Cuenta María Belmonte que, «durante su primer viaje a Capri cuando todavía era un estudiante, Axel subió a pie los 777 peldaños de la llamada Escala Fenicia, la única vía de acceso al puerto que tuvieron los habitantes de Anacapri hasta que en 1877 se construyó la actual carretera. Tras cruzar la Porta della Differenza, símbolo de la ancestral enemistad entre Capri y Anacapri, Axel se encontró en un lugar llamado Capodimonte, donde se detuvo a reponer fuerzas y a contemplar la magnífica vista que se abría sobre todo el golfo de Nápoles. Desde allí se divisaban las vecinas Isquia y Procida, la ciudad de Nápoles, el Vesubio, la llanura de Sorrento resguardada por el monte Sant’Angelo y, como telón de fondo, los Apeninos aún cubiertos con la nieve del invierno. El terreno estaba ocupado por una pequeña casa y una viña en la que trabajaba afanosamente mastro Vincenzo, su dueño. Éste invitó al joven extranjero a tomar un vaso de vino en su jardín, salpicado aquí y allá de restos romanos. Cuando Axel le preguntó sobre la procedencia de aquellas ruinas, Vincenzo respondió que se trataba de «roba di Timberio», una forma de denominar a todos los hallazgos romanos que aparecían en el pedregoso suelo de la isla. Si estaba interesado, él había ido tirando en el acantilado toda la «roba di Timberio» que aparecía en su viña. Y, si quería, también podía enseñarle una habitación subterránea, pintada en rojo chillón, con figuras de hombres y mujeres bailando desnudos. El corazón del joven comenzó a latir violentamente. En aquel lugar se había levantado una villa romana, probablemente de Augusto o de Tiberio, quien llegó a poseer diez villas en la isla durante los doce años que vivió retirado en Capri. A lo lejos, encaramada sobre las rocas de la ladera del monte Barbarossa, se alzaba una capillita en ruinas. «¿Cómo se llama esa capilla?», preguntó. «San Michele», respondió mastro Vincenzo. Axel se despidió prometiendo volver pronto y diciéndose en su interior que algún día construiría allí su casa».
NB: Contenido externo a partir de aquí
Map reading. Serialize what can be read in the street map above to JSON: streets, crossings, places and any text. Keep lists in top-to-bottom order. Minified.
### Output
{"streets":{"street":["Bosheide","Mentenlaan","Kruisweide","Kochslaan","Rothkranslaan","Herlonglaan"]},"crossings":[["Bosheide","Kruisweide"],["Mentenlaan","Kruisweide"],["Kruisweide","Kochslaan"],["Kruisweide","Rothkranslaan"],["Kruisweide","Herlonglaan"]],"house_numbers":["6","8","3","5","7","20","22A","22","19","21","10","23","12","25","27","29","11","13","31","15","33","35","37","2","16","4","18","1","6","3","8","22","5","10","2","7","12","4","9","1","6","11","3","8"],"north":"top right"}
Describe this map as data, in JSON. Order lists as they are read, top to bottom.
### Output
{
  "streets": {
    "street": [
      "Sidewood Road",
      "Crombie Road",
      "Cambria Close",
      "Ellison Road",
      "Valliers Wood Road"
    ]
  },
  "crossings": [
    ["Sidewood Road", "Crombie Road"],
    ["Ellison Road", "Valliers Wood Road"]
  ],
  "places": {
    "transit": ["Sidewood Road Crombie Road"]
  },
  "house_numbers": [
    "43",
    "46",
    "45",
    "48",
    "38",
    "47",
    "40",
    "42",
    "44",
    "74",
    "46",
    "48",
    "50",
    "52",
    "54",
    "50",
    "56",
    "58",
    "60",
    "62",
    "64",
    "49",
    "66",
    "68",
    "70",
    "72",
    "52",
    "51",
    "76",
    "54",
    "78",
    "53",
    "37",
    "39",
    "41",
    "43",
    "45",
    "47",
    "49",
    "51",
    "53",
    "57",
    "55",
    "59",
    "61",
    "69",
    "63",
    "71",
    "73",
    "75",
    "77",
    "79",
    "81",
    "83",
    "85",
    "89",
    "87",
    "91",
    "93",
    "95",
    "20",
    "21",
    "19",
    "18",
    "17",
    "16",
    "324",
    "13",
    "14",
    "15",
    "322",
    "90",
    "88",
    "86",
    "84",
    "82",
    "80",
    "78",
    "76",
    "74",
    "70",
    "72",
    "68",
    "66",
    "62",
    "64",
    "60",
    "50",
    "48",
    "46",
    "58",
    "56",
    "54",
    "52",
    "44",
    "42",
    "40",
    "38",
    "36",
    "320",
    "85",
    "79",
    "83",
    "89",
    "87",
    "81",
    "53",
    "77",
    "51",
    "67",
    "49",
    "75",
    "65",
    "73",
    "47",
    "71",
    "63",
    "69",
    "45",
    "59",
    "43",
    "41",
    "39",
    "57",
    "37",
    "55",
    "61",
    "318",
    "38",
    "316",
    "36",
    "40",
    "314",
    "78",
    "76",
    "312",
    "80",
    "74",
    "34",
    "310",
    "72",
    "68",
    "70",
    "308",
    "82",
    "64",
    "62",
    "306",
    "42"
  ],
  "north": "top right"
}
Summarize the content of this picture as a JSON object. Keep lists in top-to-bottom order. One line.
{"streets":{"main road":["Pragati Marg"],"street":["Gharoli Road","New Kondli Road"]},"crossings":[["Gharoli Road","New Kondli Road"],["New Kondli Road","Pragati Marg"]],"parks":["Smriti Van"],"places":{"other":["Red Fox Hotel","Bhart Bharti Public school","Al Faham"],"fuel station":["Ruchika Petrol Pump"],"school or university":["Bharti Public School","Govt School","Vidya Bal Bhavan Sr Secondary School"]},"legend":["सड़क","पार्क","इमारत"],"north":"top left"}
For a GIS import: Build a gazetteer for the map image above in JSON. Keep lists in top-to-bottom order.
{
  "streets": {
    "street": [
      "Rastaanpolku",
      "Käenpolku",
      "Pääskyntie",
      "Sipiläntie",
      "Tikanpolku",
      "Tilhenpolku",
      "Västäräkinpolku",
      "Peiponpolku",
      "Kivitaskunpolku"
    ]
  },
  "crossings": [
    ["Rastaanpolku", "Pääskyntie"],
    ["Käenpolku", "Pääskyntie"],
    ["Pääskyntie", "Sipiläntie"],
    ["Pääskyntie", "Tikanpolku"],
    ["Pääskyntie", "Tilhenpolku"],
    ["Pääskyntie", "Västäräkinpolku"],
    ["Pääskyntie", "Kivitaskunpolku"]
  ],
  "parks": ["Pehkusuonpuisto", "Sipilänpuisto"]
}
Axel Munthe cumplió su promesa y su villa, que tomó el nombre de la capilla, que, a su vez, se convirtió en biblioteca, terminó de construirse en 1899. Uno de los primeros invitados fue Henry James, que la describió como «Una creación de la más fantástica belleza, poesía e inutilidad como no había visto reunidas nunca».
A su muerte, Munthe legó la Villa de San Michel al gobierno sueco con el fin de que se convirtiera en un centro para promover las relaciones entre Suecia e Italia. Actualmente está abierta como museo y como centro de celebración de eventos culturales.
En la fotografía: la princesa Marie Louise de Hanover bajo la pérgola de San Michele sobre 1903.
Imagen en dominio público de autor desconocido.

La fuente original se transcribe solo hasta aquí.